Serial.print("Temperature: ");

Serial.println(c);

// Regulation

if (c > target)

{

digitalWrite(PIN_SWITCH, LOW);

Serial.print("\tHeater OFF");

} else {

digitalWrite(PIN_SWITCH, HIGH);

Serial.print("\tHeater ON");

}

delay(5000);

}

Step 4: Assembly

Material:

- Your mug

- Bra clip

- Silicone band (for BBQ)

- Tissue elastic (matching color with your band)

- Thread (color of the band)

- Styrofoam

- Scalpel (10mm)

- Nail file (ours was in the shape of a foot)

Protocol:

- Cut the styrofoam into a cylinder.

- The circular base of it should be isometric to the base of your mug.
- Sculp two indents in your cylinder so the battery and the Nano arduino can completely rest inside. Thus, the one for the nano Arduino will be a rectangle of 45:18 per 30 mm of depth and the one for you battery will be of 55:20 per 30 mm of depth if you use one of 9V like in our project.

- Cut the band so that it can cover the entire mug

- Glue the styrofoam to the bottom of the silicone band.

-Sew the electrical circuit to the band as shown in the picture above

-Sew the bra clip in place

- Sew the bottom of the silicon so it is surrounds the styrofoam cylinder at the bottom of the cup


Step 5: Conclusion

In conclusion, this project, though thoroughly planned and well executed, is not perfect. In fact, we faced quite a few obstacles in the creation and making of this useful device. The first problem we encountered was how we were going heat the mug. We debated using a heating element bought off the internet, but worried the size or strength would risk the portability and effectiveness of the device.
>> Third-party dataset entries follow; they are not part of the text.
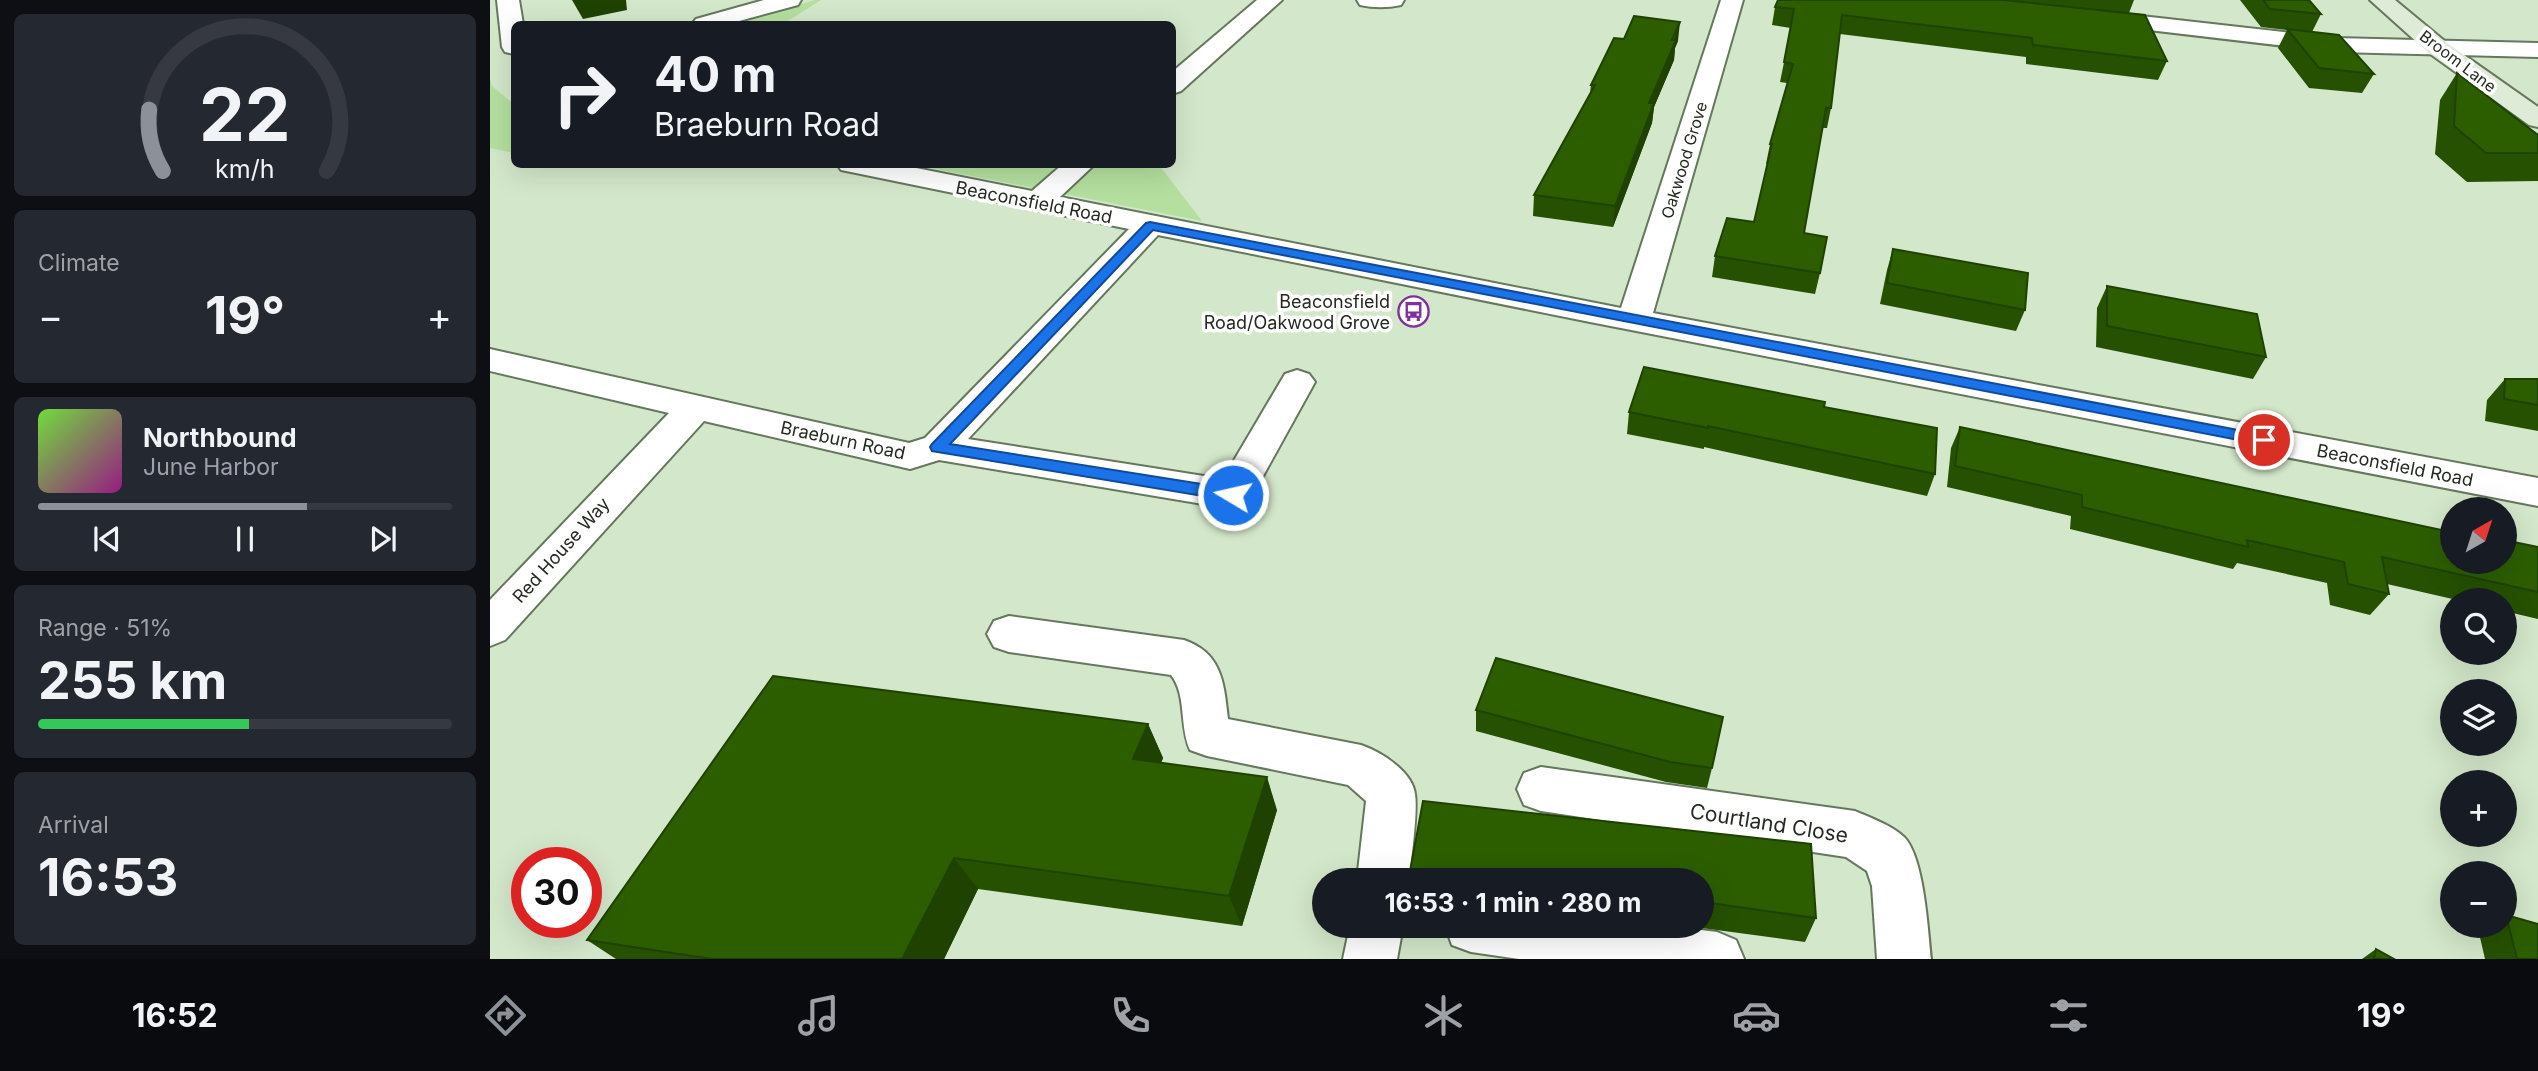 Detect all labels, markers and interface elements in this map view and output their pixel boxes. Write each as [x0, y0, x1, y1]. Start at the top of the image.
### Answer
street label: Broom Lane [2416, 26, 2500, 96]
text: 40 m [654, 45, 777, 104]
icon: right [539, 49, 630, 140]
text: 22 [199, 70, 291, 159]
street label: Oakwood Grove [1657, 99, 1711, 221]
text: Braeburn Road [654, 105, 880, 144]
text: km/h [215, 154, 275, 184]
street label: Beaconsfield Road [954, 177, 1114, 227]
text: Climate [38, 249, 120, 277]
text: 19° [205, 284, 285, 347]
place label: Beaconsfield Road/Oakwood Grove [1204, 291, 1390, 333]
text: − [38, 293, 63, 339]
text: + [427, 293, 452, 339]
bus stop icon: Beaconsfield Road/Oakwood Grove [1396, 294, 1430, 328]
pin [2234, 410, 2294, 470]
street label: Braeburn Road [779, 417, 907, 463]
icon: arrive [2245, 421, 2283, 459]
text: Northbound [143, 422, 297, 453]
street label: Beaconsfield Road [2315, 440, 2475, 490]
text: June Harbor [143, 453, 279, 481]
position arrow [1196, 458, 1270, 532]
street label: Red House Way [508, 493, 614, 607]
north arrow [2440, 497, 2516, 574]
map controls [2440, 497, 2517, 938]
icon: previous [88, 520, 126, 558]
icon: pause [226, 520, 264, 558]
icon: next [364, 520, 402, 558]
button: search [2440, 588, 2517, 665]
text: Range · 51% [38, 614, 172, 642]
text: 255 km [38, 649, 227, 712]
button: layers [2440, 679, 2517, 756]
button: + [2440, 770, 2517, 847]
street label: Courtland Close [1688, 798, 1850, 848]
text: Arrival [38, 811, 109, 839]
text: 16:53 [38, 846, 178, 909]
speed limit sign: 30 [511, 847, 602, 938]
button: − [2440, 861, 2517, 938]
text: 16:53 · 1 min · 280 m [1384, 887, 1642, 918]
icon: directions [481, 991, 530, 1040]
icon: music [794, 991, 843, 1040]
icon: phone [1106, 991, 1155, 1040]
icon: climate [1419, 991, 1468, 1040]
icon: car [1732, 991, 1781, 1040]
icon: filters [2044, 991, 2093, 1040]
text: 16:52 [132, 996, 218, 1035]
text: 19° [2357, 996, 2406, 1035]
Only after thorough online research did we find an alternative in using a ladder of porcelain resistances. The adaptability of the easily found resource immediately hooked us, as well as the fact that most of the mathematics surrounding the use of the resistances was present in the article (which can be found in Step 1). This simplified our project significantly, letting us then shift our focus to the other issues surrounding our device.

One of these issues was the type of isolating fabric we would use on the outside of the electrical components to ensure it was safe to touch even when hot. It couldn’t be anything that would melt, so plastic was out of the question, but the material had to be pliable enough to bend around the mug. The idea of silicone actually came from our experience with cooking and baking. Silicone baking mats are used in place of parchment paper and can resist heats of 200 degrees Celsius in the oven. Furthermore, as we were well acquainted with the material, we knew how pliable it was. The choice of this fabric also permitted us to choose the colours and design most appropriate for our device and would conserve the heat in the mug being an isolating material.
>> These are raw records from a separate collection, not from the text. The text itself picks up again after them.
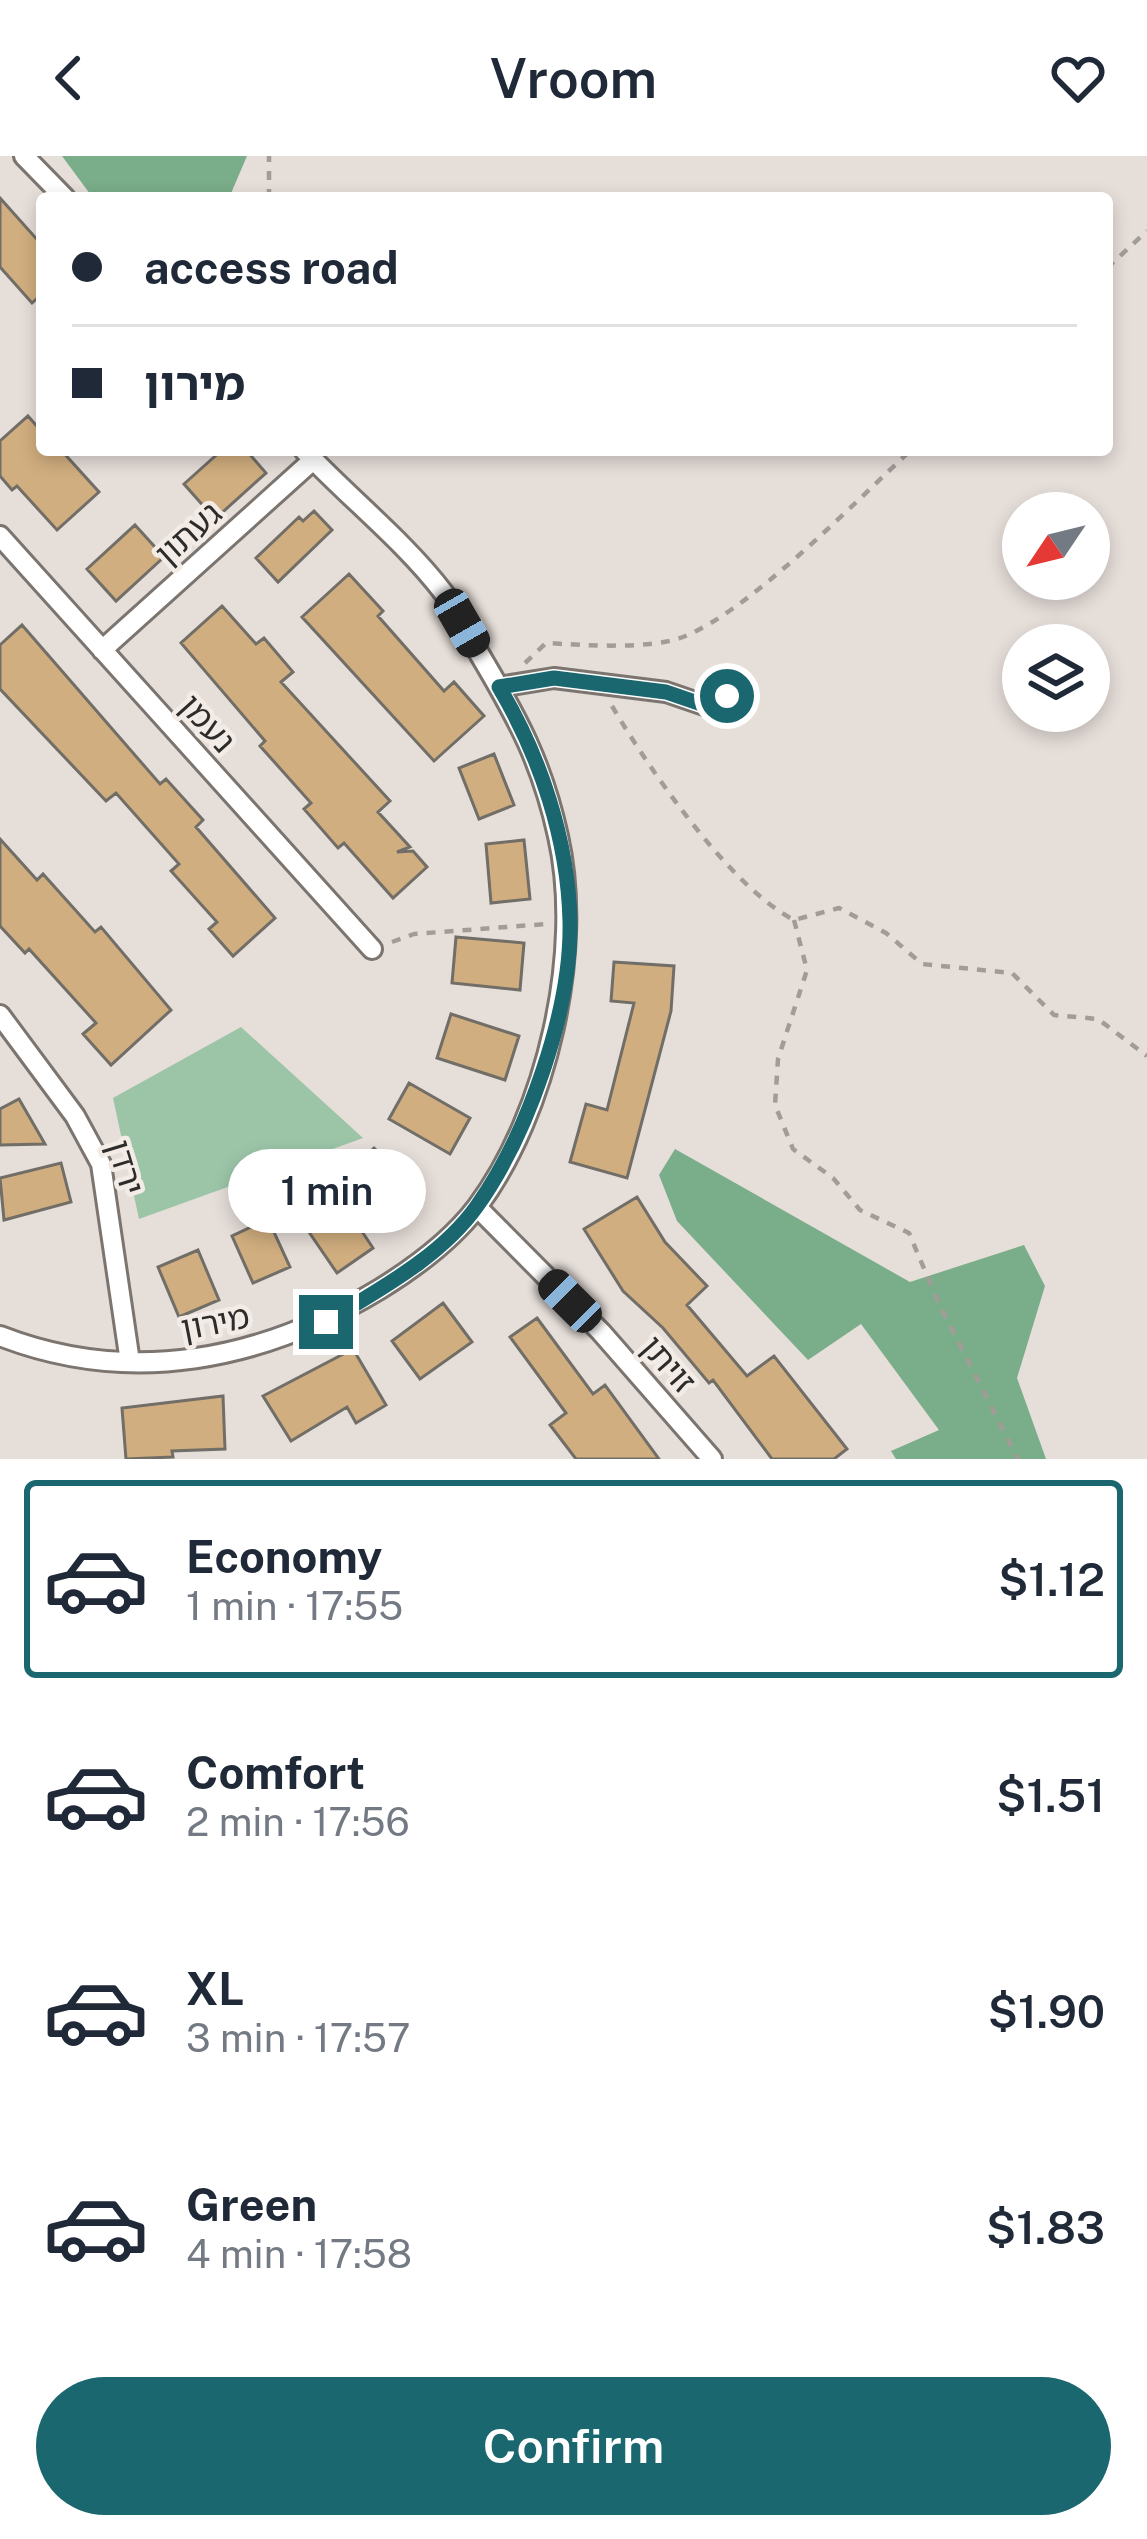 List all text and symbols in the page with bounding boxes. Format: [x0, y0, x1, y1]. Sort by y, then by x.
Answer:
icon: back [36, 45, 102, 111]
icon: heart [1045, 45, 1111, 111]
text: Vroom [490, 47, 657, 110]
text: access road [144, 241, 399, 294]
text: מירון [144, 357, 245, 410]
north arrow [1002, 492, 1110, 600]
map controls [1002, 492, 1110, 732]
street label: געתון [147, 494, 229, 572]
car [428, 583, 496, 663]
button: layers [1002, 624, 1110, 732]
route start [700, 669, 754, 723]
street label: נעמן [172, 686, 244, 760]
street label: ירדן [100, 1135, 152, 1199]
callout: 1 min [227, 1148, 425, 1232]
text: 1 min [281, 1168, 373, 1214]
car [532, 1263, 608, 1339]
route end [299, 1295, 353, 1349]
street label: מירון [178, 1297, 252, 1347]
street label: זויתן [634, 1328, 704, 1400]
icon: car [42, 1525, 150, 1633]
text: Economy [186, 1530, 382, 1583]
text: $1.12 [998, 1553, 1105, 1606]
text: 1 min · 17:55 [186, 1583, 403, 1629]
icon: car [42, 1741, 150, 1849]
text: Comfort [186, 1746, 365, 1799]
text: $1.51 [996, 1769, 1105, 1822]
text: 2 min · 17:56 [186, 1799, 410, 1845]
icon: car [42, 1957, 150, 2065]
text: XL [186, 1962, 244, 2015]
text: $1.90 [988, 1985, 1105, 2038]
text: 3 min · 17:57 [186, 2015, 410, 2061]
icon: car [42, 2173, 150, 2281]
text: Green [186, 2178, 317, 2231]
text: $1.83 [986, 2201, 1105, 2254]
text: 4 min · 17:58 [186, 2231, 412, 2277]
button: Confirm [36, 2377, 1111, 2515]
After overcoming these obstacles, the project moved on almost flawlessly. The finished product was gratifying, but did not live up to all our expectations, sadly. One of the major aspects we would try to better in a future version of the system would be the quantity of heat given to the mug. A 9V battery, though it might heat the resistances, only changes the inside temperature of the mug very slightly. One modification that could be made would be the addition of a heating plate on the base of our machine so the bottom of the mug would also be heated. However, if this would be done, a bigger power source would have to be used, which means we would have to sacrifice the portability of our device and add a fixture that could be plugged into the wall.

In any case, the development of this device has enabled us to explore the use of Arduino and the design of electrical circuits, all to create something we could use in our everyday lives. We hope you take this design and personalize and improve it. Have fun, and be safe!